• _Data for the task_
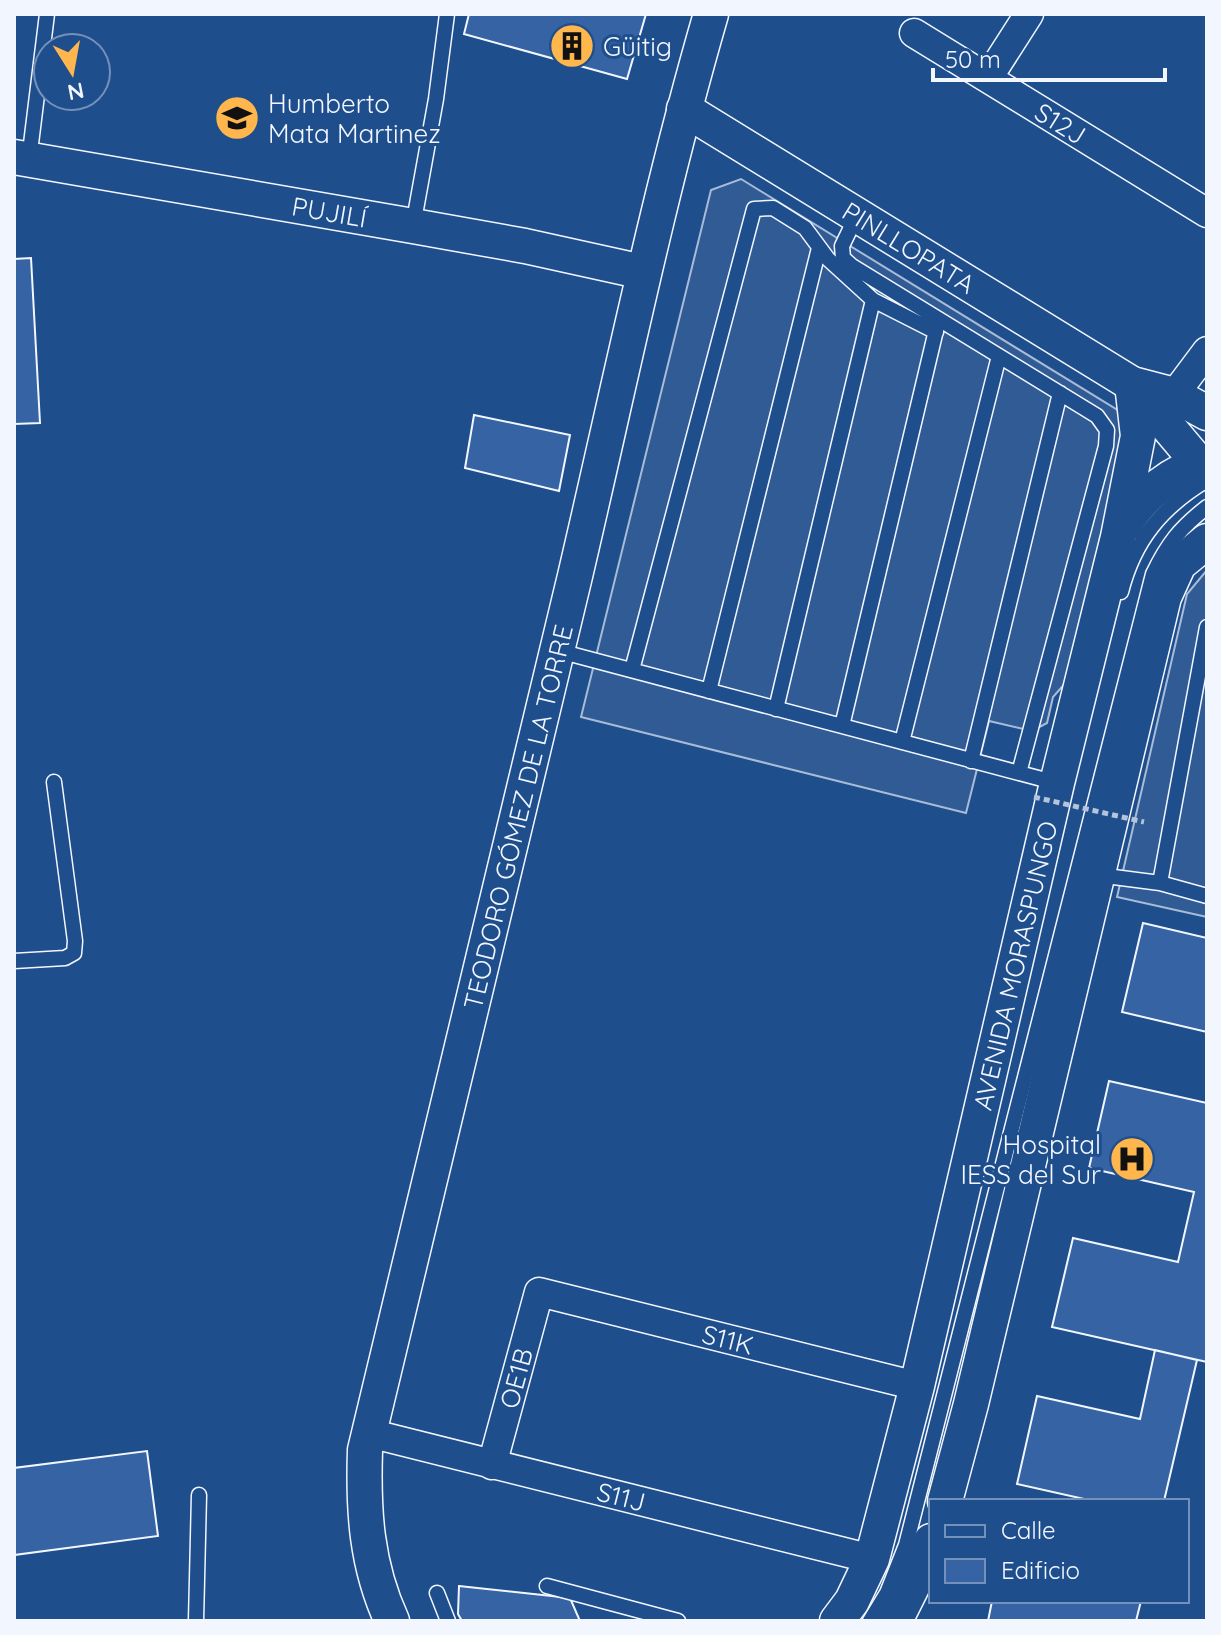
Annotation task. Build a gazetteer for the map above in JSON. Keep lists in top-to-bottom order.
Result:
{
  "streets": {
    "street": [
      "S12J",
      "PUJILÍ",
      "PINLLOPATA",
      "TEODORO GÓMEZ DE LA TORRE",
      "AVENIDA MORASPUNGO",
      "S11K",
      "OE1B",
      "S11J"
    ]
  },
  "crossings": [
    ["PUJILÍ", "TEODORO GÓMEZ DE LA TORRE"],
    ["PINLLOPATA", "TEODORO GÓMEZ DE LA TORRE"],
    ["PINLLOPATA", "AVENIDA MORASPUNGO"],
    ["TEODORO GÓMEZ DE LA TORRE", "S11J"],
    ["AVENIDA MORASPUNGO", "S11K"],
    ["AVENIDA MORASPUNGO", "S11J"],
    ["S11K", "OE1B"],
    ["OE1B", "S11J"]
  ],
  "places": {
    "building": ["Güitig"],
    "school or university": ["Humberto Mata Martinez"],
    "hospital": ["Hospital IESS del Sur"]
  },
  "legend": ["Calle", "Edificio"],
  "scale_bar": "50 m",
  "north": "bottom"
}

• _Aim of the exercise_
The lines sought are those in the data above that include the string "TORRE"; copy each one.

• _Response to the exercise_
      "TEODORO GÓMEZ DE LA TORRE",
    ["PUJILÍ", "TEODORO GÓMEZ DE LA TORRE"],
    ["PINLLOPATA", "TEODORO GÓMEZ DE LA TORRE"],
    ["TEODORO GÓMEZ DE LA TORRE", "S11J"],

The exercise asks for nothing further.